BRIEF DESCRIPTION OF THE DRAWINGS
[0011] The present disclosure will become more fully understood
from the detailed description and the accompanying drawings,
wherein:
[0012] FIG. 1 is a diagram of an example computing system including
an example computing device and an example server computing device
according to some implementations of the present disclosure;
[0013] FIG. 2 is a functional block diagram of the example
computing device of FIG. 1;
[0014] FIGS. 3A and 3B are illustrations of a communication session
between two users utilizing an example computing device according
to some implementations of the present disclosure;
[0015] FIG. 4 is another illustration of a communication session
between users utilizing an example computing device according to
some implementations of the present disclosure;
[0016] FIG. 5 is an illustration of an example computing device
outputting an audio representation of a machine translation of a
speech input according to some implementations of the present
disclosure; and
[0017] FIG. 6 is a flow diagram of an example method for
translating speech according to some implementations of the present
disclosure.
DETAILED DESCRIPTION
[0018] As briefly mentioned above, typical translation devices may
require a user to provide information in addition to the input to
be translated, e.g., an identification of the source and target
languages for each input. The users of such translation devices may
then be encumbered by interacting with the translation device more
often than the other user(s) with which they are communicating.
Even if the translation device is not at the center of the
interaction between users, the translation device may nonetheless
occupy a prominent role during the communication session. Such a
prominent role for the translation device tends to make the
communication between users delayed, awkward, or otherwise
unnatural as compared to typical user communication.
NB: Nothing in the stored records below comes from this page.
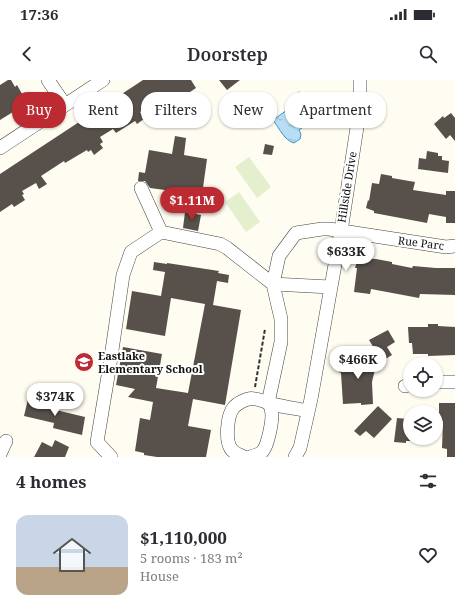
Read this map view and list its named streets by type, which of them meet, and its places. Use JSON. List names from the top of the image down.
{
  "streets": {
    "street": ["Hillside Drive", "Rue Parc"]
  },
  "crossings": [
    ["Hillside Drive", "Rue Parc"]
  ],
  "places": {
    "school or university": ["Eastlake Elementary School"]
  },
  "page": {
    "status": "17:36",
    "header": "Doorstep",
    "chip": [
      "Buy",
      "Rent",
      "Filters",
      "New",
      "Apartment"
    ],
    "price": [
      "$1.11M",
      "$633K",
      "$466K",
      "$374K"
    ],
    "heading": "4 homes",
    "list": [
      {
        "name": "$1,110,000",
        "note": "5 rooms · 183 m² · House"
      }
    ]
  }
}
[0019] Furthermore, the provision of such additional inputs in
order for typical translation devices to operate properly may
provide technical disadvantages for the translation device. For
example only, such translation devices may be required to include
additional user interfaces (such as, additional buttons or
additional displayed graphical user interfaces) in order to receive
the additional input. Furthermore, the additional input must be
processed, thereby requiring additional computing resources, such
as battery power and/or processor instruction cycles. Even in the
event that the translation device can determine a source language
from the input directly, such as with a detect language option for
textual input, the translation device must first utilize battery
power, processing power, etc. to detect the source language of the
input before then moving to the translation operation.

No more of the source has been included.